I don’t see how what you said is responsive to my questions. If you re-cast what I said to be phrased in terms of failure to achieve some better state, it doesn’t materially change anything. Feel free to pick whichever version you prefer, but the questions stand!
(I should add that the “harm” phrasing is something that appears in your original comment in this thread, so I am not sure why you are suddenly scare-quoting it…)
What I am asking is: can we do no better? Is this the best possible outcome of said tradeoff?

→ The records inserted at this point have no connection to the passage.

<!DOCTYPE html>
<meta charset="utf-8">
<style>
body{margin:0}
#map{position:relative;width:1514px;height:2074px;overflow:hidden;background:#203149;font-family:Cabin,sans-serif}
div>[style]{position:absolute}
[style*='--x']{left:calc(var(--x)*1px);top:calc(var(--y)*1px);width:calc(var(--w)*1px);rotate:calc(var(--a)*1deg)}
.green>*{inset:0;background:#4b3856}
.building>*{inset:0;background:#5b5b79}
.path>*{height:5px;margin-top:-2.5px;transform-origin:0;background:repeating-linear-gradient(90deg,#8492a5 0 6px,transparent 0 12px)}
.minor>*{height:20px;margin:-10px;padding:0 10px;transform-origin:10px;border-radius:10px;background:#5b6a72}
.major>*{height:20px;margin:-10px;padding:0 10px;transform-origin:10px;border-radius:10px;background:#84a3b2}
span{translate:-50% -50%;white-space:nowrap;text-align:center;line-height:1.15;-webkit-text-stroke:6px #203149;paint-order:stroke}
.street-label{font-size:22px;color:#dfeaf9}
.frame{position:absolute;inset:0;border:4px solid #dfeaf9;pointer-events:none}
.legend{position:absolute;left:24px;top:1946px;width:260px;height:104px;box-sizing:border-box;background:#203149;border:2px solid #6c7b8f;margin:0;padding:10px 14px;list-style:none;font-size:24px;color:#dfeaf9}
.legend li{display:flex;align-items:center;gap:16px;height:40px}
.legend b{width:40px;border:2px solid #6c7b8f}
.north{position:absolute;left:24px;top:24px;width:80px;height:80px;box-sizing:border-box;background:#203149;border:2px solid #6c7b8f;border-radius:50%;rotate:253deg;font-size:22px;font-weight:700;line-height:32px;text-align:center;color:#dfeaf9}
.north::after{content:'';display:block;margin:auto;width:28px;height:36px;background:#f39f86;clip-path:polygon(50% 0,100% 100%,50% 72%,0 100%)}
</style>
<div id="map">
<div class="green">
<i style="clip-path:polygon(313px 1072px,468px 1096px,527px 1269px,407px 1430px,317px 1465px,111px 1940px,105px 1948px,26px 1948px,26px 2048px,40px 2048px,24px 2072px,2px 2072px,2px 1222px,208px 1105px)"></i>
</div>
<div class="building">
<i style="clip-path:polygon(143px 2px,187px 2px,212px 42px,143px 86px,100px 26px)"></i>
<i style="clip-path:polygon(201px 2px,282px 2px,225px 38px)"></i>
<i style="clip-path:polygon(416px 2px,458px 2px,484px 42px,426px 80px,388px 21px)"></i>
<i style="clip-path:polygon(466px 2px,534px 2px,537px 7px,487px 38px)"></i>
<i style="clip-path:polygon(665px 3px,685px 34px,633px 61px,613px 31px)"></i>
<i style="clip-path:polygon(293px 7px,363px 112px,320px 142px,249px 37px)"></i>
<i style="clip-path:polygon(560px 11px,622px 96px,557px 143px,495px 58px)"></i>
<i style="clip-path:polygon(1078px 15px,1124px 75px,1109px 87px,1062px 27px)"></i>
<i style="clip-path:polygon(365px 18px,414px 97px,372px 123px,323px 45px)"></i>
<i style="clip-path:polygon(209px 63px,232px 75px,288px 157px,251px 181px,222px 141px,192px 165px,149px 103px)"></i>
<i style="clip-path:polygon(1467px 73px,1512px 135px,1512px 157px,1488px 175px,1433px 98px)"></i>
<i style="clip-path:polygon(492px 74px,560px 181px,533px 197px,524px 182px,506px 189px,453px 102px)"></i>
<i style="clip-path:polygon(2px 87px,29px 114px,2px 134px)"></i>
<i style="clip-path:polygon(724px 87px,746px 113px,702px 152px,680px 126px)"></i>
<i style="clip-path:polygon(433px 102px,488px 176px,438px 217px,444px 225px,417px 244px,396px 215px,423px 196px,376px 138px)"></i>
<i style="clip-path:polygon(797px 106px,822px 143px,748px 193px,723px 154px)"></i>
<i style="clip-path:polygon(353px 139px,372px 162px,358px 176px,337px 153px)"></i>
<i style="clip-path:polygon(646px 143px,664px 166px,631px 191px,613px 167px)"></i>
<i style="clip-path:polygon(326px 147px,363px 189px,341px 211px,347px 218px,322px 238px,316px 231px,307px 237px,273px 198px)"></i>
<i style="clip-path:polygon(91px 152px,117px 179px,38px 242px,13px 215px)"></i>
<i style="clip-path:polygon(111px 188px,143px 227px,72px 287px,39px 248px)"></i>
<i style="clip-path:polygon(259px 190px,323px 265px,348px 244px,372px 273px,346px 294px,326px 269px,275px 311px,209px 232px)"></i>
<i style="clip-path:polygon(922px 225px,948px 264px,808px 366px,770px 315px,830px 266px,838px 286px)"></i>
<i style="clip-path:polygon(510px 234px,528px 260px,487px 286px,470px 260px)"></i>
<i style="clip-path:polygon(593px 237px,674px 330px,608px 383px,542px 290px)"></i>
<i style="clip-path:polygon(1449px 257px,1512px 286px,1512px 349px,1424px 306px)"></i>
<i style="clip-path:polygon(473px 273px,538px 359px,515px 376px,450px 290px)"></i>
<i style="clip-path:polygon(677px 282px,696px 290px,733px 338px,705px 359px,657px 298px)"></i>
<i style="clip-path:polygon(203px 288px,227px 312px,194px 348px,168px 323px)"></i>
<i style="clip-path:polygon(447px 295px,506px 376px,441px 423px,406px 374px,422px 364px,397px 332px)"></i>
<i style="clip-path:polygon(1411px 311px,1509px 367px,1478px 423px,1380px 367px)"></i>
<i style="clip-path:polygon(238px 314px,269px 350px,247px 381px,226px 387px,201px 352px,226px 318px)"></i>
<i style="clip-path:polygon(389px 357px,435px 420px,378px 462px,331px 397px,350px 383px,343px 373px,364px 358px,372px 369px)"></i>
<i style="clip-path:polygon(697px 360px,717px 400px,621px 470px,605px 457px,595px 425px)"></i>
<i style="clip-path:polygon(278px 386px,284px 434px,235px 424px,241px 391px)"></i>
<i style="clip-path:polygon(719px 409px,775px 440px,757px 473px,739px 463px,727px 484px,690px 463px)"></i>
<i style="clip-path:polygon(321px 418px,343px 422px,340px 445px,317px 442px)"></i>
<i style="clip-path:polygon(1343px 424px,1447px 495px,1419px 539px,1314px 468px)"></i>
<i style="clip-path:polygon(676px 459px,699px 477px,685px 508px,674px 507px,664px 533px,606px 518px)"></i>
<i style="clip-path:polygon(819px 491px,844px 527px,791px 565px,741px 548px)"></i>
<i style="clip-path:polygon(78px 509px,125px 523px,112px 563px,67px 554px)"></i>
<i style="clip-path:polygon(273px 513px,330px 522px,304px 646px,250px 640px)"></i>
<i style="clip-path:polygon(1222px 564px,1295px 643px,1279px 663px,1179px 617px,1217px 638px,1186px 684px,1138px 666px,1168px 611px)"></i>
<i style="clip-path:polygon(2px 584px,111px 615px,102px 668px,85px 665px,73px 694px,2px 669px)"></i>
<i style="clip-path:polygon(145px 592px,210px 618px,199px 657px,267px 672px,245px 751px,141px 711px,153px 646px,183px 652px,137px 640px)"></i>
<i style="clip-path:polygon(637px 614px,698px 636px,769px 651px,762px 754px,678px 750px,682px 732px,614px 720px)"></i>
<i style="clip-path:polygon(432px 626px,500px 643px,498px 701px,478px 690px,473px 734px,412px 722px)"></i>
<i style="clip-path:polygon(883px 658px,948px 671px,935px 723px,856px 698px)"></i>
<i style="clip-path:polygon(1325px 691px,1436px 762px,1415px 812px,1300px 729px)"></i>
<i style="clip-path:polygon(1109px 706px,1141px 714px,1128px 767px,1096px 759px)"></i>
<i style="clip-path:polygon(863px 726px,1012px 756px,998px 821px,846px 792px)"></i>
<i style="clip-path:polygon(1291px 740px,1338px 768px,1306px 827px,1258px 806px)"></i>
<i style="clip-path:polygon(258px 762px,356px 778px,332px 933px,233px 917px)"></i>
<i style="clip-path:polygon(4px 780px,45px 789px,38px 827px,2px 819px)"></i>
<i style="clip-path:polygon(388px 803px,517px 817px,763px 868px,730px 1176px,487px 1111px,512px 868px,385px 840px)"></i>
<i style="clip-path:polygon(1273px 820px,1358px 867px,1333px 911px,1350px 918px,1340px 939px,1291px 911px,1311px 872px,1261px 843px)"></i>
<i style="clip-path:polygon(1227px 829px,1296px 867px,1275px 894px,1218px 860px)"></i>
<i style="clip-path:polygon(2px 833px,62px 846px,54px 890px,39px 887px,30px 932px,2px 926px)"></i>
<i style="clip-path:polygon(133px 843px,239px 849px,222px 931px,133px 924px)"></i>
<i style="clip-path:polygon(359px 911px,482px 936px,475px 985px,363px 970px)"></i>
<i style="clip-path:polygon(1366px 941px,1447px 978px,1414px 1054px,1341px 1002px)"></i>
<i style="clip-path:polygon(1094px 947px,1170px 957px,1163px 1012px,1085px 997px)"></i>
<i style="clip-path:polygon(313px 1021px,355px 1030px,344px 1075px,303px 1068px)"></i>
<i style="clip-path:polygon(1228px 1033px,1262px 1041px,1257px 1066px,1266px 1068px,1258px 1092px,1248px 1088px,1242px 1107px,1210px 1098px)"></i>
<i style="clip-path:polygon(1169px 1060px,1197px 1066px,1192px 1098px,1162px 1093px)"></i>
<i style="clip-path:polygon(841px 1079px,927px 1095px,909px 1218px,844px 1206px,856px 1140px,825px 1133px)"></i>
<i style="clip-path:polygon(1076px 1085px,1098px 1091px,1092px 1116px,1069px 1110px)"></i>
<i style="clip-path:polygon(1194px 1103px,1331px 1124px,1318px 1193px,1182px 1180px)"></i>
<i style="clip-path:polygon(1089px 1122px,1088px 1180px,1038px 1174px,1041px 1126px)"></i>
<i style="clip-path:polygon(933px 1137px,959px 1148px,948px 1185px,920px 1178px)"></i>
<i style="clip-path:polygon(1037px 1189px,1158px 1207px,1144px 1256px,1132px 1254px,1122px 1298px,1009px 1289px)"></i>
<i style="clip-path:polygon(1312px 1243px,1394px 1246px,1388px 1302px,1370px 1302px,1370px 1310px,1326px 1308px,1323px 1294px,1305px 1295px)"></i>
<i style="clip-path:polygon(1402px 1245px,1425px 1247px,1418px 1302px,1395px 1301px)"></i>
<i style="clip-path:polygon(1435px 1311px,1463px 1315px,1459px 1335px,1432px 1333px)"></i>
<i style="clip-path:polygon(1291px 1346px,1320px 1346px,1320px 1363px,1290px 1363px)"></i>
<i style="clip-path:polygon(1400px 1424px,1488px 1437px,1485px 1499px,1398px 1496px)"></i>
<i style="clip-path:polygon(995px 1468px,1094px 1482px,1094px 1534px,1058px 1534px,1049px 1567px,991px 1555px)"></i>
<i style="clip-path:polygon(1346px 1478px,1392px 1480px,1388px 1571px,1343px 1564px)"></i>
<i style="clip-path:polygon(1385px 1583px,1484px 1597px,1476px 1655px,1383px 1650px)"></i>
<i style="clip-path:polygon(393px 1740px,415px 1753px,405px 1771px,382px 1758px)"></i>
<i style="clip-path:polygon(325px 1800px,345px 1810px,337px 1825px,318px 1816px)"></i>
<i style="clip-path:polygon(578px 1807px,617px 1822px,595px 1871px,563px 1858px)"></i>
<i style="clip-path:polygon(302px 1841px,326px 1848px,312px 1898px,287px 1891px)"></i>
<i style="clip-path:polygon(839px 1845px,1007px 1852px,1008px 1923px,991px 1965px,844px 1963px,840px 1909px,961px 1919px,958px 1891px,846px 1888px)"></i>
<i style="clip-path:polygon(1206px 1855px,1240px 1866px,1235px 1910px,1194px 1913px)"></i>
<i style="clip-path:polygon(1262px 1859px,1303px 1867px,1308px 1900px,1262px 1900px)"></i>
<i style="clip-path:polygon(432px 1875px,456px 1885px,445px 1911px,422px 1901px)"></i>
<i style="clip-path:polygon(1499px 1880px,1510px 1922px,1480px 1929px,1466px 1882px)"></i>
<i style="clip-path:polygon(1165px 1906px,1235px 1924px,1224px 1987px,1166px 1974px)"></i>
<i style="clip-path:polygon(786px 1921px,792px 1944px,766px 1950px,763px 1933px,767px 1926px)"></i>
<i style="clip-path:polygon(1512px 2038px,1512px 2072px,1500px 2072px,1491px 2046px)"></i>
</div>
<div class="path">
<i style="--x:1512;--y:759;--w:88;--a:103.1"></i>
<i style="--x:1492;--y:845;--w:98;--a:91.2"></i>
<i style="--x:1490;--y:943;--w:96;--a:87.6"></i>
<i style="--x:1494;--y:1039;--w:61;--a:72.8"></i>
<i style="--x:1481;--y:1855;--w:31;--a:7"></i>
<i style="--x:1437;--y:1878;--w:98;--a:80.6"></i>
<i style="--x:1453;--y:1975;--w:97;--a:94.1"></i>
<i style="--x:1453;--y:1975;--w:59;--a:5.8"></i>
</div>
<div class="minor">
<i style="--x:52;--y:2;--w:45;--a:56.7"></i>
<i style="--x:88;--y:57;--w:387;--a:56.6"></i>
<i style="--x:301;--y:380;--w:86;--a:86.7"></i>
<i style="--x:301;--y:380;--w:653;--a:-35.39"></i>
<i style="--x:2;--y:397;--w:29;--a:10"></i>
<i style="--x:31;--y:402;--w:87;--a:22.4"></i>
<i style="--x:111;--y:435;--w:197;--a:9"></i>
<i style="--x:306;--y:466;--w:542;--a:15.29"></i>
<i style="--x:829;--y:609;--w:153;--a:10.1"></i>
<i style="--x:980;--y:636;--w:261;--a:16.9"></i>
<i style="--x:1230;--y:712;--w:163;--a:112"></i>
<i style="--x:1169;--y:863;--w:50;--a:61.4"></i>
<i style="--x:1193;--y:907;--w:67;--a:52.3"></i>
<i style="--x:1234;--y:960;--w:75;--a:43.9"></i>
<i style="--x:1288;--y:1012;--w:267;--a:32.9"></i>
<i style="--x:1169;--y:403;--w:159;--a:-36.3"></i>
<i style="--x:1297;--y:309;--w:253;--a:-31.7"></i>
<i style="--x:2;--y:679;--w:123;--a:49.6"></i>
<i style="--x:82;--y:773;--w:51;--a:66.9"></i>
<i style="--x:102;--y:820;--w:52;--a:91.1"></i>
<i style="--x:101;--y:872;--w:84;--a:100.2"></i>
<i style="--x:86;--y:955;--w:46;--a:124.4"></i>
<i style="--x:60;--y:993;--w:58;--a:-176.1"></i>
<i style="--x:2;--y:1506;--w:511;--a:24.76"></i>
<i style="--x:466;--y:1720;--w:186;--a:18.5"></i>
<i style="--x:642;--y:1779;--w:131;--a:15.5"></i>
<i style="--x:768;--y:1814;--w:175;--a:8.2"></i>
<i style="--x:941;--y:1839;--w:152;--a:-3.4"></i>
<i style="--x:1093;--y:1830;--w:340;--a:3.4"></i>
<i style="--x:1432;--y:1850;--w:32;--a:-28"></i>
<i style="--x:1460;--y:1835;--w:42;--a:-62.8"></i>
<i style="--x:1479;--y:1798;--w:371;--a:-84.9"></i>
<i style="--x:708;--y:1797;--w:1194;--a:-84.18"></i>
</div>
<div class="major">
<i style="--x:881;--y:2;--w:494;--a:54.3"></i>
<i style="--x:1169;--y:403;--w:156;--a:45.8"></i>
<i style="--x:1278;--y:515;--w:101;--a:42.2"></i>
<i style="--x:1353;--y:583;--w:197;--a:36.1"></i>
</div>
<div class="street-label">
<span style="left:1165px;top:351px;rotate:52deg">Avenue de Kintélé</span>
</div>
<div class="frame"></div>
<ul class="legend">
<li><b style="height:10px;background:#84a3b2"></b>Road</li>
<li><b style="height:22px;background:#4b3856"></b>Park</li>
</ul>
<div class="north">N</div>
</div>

More concretely: given any X (where X is a type of person whom we would, ideally, not have in our community), is there no way to avoid having people of type X in our community?
Shrug I dunno man, that seems hard :) I just tend to evaluate community norms by how well they’ve worked elsewhere, and gut feeling. But neither of these is any sort of diamond-hard proof.
Your question at the end is pretty general, and I would say that most chakra-theorists would not want to join this community, so in a sense we’re already mostly avoiding chakra-theorists—and there are other groups who are completely unrepresented. But I think the mechanism is relatively indirect, and that’s good.
Hilarious. Have you tried to find chakras for yourself? Or did you dismiss them without trying?
The word “chakras” appears exactly zero times in what I wrote (not counting the quote of Charlie Steiner’s words), so I don’t know why you’re addressing this comment to me.